On Fri, Sep 06, 2002 at 07:09:13PM +0800, Fabio Mascio wrote:
> Hi all,
> I think ethereal is a great program and I use it especially for watching and optimizing the speed of my tcp connections in my wan.
> I'm sorry if I made a mistake but
> looking at the throughput graph code I think that the first time that
> "i > g->s.tput.nsegs" the value of "oldest->data" should be zero because the first packet is just the reference to calculate the delta time.
> Instead in this way the first time you enter in this condition, you reduce the sum but not the delta time.
>
> if (i>g->s.tput.nsegs) {
> sum -= oldest->data;
> oldest=oldest->next;
> }
Hi Fabio,
I'm not sure whether I understand your description correctly.
First, let me describe briefly the purpose of the code in question.
The idea is that for every TCP segment, the time of its arrival is taken
and a point is plotted to the graph that corresponds to throughput
computed over last s.tput.nsegs (actually 20, IIRC) segments.

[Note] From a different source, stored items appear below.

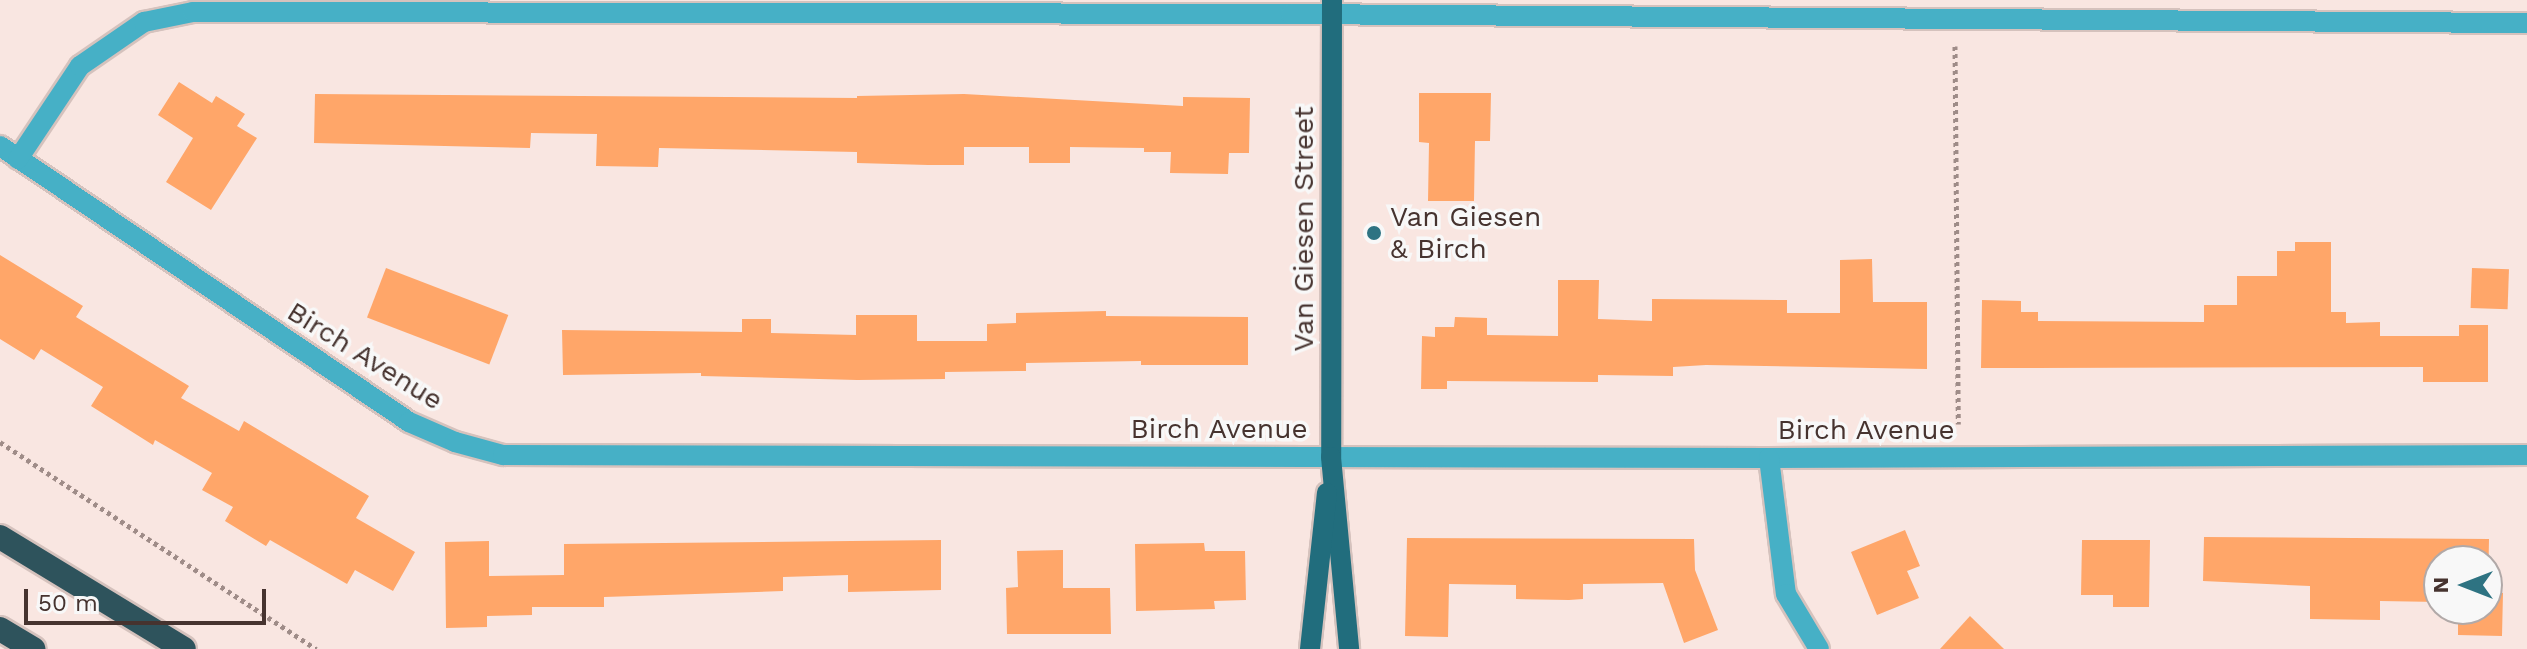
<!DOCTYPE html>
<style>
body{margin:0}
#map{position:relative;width:2527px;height:649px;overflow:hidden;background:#f9e6e1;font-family:"Work Sans",sans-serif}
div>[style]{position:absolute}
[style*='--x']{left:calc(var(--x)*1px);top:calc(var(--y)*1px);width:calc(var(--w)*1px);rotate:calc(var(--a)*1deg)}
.building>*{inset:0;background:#ffa669;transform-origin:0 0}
.path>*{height:5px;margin-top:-2.5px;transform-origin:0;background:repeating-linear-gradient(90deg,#9f8c88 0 4px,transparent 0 8px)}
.roads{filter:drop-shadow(2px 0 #d5c2bd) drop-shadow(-2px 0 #d5c2bd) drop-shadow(0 2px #d5c2bd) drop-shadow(0 -2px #d5c2bd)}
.minor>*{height:20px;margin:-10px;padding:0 10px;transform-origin:10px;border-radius:10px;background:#46b0c6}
.major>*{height:20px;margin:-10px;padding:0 10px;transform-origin:10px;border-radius:10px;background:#216d7d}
.highway>*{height:24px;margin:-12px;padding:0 12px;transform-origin:12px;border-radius:12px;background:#2e535c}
.dots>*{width:22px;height:22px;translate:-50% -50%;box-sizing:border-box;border:4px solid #f8f8f8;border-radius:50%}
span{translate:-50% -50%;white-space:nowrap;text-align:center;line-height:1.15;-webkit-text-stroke:7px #f8f8f8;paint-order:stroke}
.poi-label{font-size:28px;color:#46332f}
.left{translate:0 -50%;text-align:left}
.street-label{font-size:28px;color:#46332f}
.north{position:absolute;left:2423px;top:545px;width:80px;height:80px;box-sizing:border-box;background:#f8f8f8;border:2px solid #b1a9a8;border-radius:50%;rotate:270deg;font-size:22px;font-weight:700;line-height:32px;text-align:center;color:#46332f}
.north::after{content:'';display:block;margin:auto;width:28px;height:36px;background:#2e7382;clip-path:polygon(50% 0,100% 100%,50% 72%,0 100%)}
.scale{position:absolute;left:24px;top:589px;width:242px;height:36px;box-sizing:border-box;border:4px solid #46332f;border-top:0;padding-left:10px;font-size:24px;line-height:28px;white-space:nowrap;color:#46332f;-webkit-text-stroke:6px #f8f8f8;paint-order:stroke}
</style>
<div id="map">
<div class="building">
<div style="clip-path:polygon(179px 82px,212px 103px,216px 96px,245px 114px,237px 126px,257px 138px,211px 210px,166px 182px,193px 138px,158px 115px)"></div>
<div style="clip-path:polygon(1419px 93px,1491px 93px,1490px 141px,1475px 141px,1474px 201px,1428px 201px,1429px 143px,1419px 142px)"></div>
<div style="clip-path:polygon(315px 94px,857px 98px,857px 96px,964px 94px,1183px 106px,1183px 97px,1250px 98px,1249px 153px,1229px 153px,1228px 174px,1170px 173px,1171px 152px,1144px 152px,1144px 148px,1070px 147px,1070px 163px,1029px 163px,1029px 147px,964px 147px,964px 165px,928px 165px,857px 163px,857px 152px,659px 148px,658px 167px,596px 166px,597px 134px,531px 133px,530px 148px,314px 143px)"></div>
<div style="clip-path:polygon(2295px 242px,2331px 242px,2331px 312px,2346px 312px,2346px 323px,2380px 322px,2380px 336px,2459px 336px,2459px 325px,2488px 325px,2488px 382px,2423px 382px,2423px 367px,1981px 368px,1982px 300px,2021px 301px,2021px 312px,2038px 312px,2038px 321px,2204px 322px,2204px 305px,2237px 305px,2237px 276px,2277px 276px,2277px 251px,2295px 251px)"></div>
<div style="clip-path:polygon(0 255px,83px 306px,76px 317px,189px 386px,181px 398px,239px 431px,244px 421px,369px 496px,356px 518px,415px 552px,393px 591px,355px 570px,347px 584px,270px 540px,266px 546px,225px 521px,233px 507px,202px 490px,212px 473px,155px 440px,153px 445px,91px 406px,103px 387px,41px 349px,34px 360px,0 339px)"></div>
<div style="clip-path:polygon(1872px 259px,1873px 302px,1927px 302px,1927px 369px,1706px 365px,1673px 367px,1673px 376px,1598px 375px,1598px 382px,1447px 381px,1447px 389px,1421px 389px,1422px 336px,1435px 337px,1435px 327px,1454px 327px,1455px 317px,1487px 318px,1487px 335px,1558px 336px,1558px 280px,1599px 280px,1598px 319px,1652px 321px,1652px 299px,1787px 300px,1787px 313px,1840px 313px,1840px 260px)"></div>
<div style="left:386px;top:268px;width:131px;height:53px;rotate:21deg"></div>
<div style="left:2472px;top:268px;width:37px;height:40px;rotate:2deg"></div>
<div style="clip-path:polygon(1106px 311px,1106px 316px,1248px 317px,1248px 365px,1141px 365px,1141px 361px,1026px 363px,1026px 371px,945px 372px,945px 379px,857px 380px,701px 376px,701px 373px,563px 375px,562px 330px,742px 332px,742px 319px,771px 319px,771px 333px,856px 335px,856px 315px,917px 315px,917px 341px,987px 341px,987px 324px,1016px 323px,1016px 313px)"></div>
<div style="clip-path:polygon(1905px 530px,1920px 566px,1907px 571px,1919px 598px,1877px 615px,1851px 552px)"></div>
<div style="clip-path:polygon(2204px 537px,2489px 539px,2488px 592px,2503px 593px,2502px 636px,2458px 635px,2458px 609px,2487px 609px,2487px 561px,2439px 561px,2439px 602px,2380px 601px,2380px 620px,2310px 619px,2310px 586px,2203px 581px)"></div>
<div style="clip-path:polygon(1407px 538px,1694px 539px,1695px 570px,1718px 630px,1684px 643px,1663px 583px,1583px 584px,1583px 599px,1569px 600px,1516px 599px,1516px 585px,1449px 584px,1448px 637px,1405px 636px)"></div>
<div style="clip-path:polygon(941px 540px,941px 590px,848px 592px,848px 575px,783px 577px,783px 591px,604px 597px,604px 607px,532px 607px,532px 615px,487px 616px,487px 627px,446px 628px,445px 542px,489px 541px,489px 576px,564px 575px,564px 544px)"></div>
<div style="clip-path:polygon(2082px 540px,2150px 540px,2149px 607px,2113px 607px,2113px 595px,2081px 595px)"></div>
<div style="clip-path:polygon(1204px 543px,1205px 551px,1245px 551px,1246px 600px,1214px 601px,1215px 609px,1136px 611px,1135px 544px)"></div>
<div style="clip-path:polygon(1063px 550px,1063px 588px,1110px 588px,1111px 634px,1007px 634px,1006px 588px,1018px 587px,1017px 551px)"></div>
<div style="clip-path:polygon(1970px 616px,2004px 649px,1940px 649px)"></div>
</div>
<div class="path">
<div style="--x:1955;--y:46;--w:378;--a:89.5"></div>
<div style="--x:0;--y:442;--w:378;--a:33.2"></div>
</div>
<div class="roads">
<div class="minor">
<div style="--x:0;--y:146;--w:493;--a:34"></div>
<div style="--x:409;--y:422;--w:50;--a:23.5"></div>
<div style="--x:455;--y:442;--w:50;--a:15.2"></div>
<div style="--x:503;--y:455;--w:1266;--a:0.14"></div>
<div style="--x:1769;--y:458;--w:758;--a:-0.23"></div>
<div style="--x:18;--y:159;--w:112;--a:-56.3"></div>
<div style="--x:80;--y:66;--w:78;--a:-34.5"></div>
<div style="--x:144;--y:22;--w:50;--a:-11.5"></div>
<div style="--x:193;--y:12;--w:1098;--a:0.1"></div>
<div style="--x:1291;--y:14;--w:1236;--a:0.42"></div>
<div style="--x:1769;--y:458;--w:137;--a:82.9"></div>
<div style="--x:1786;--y:594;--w:64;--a:59"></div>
</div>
<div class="major">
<div style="--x:1332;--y:0;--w:457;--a:90.1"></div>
<div style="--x:1331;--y:457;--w:193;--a:84.6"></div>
<div style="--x:1310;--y:649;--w:157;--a:-83.8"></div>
</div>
<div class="highway">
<div style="--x:0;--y:537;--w:215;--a:31.3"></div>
<div style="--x:0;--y:629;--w:39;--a:31"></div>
</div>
</div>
<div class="dots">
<div style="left:1374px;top:233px;background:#2e7382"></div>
</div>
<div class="poi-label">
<span class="left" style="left:1390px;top:233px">Van Giesen<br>&amp; Birch</span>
</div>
<div class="street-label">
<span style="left:1304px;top:229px;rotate:-90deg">Van Giesen Street</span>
<span style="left:365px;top:356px;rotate:32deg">Birch Avenue</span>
<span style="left:1219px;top:429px">Birch Avenue</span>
<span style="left:1866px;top:430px">Birch Avenue</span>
</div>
<div class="north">N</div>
<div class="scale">50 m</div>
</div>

In other
words, last 20 segments (including this one) are taken, their data is
summarized and divided by the time during which these 20 segments
arrived. I think the current code is correct with respect to this
design because the delta time is recomputed at the top of the next
iteration of the loop.
However, IMHO the design itself is dubious because the first 20 data
points of the graph have slightly different semantics that the rest of
the graph and because it often fails to produce a useful graph (data
points can end up too scattered for an operator to be able to see a
trend). If you are interested in measuring throughput of TCP
connections I can send you a rather largish patch which implements a
*greatly* enhanced thoughput graphing including EWMA-ized algorithm and
a GUI to set various parameters for the graph computation.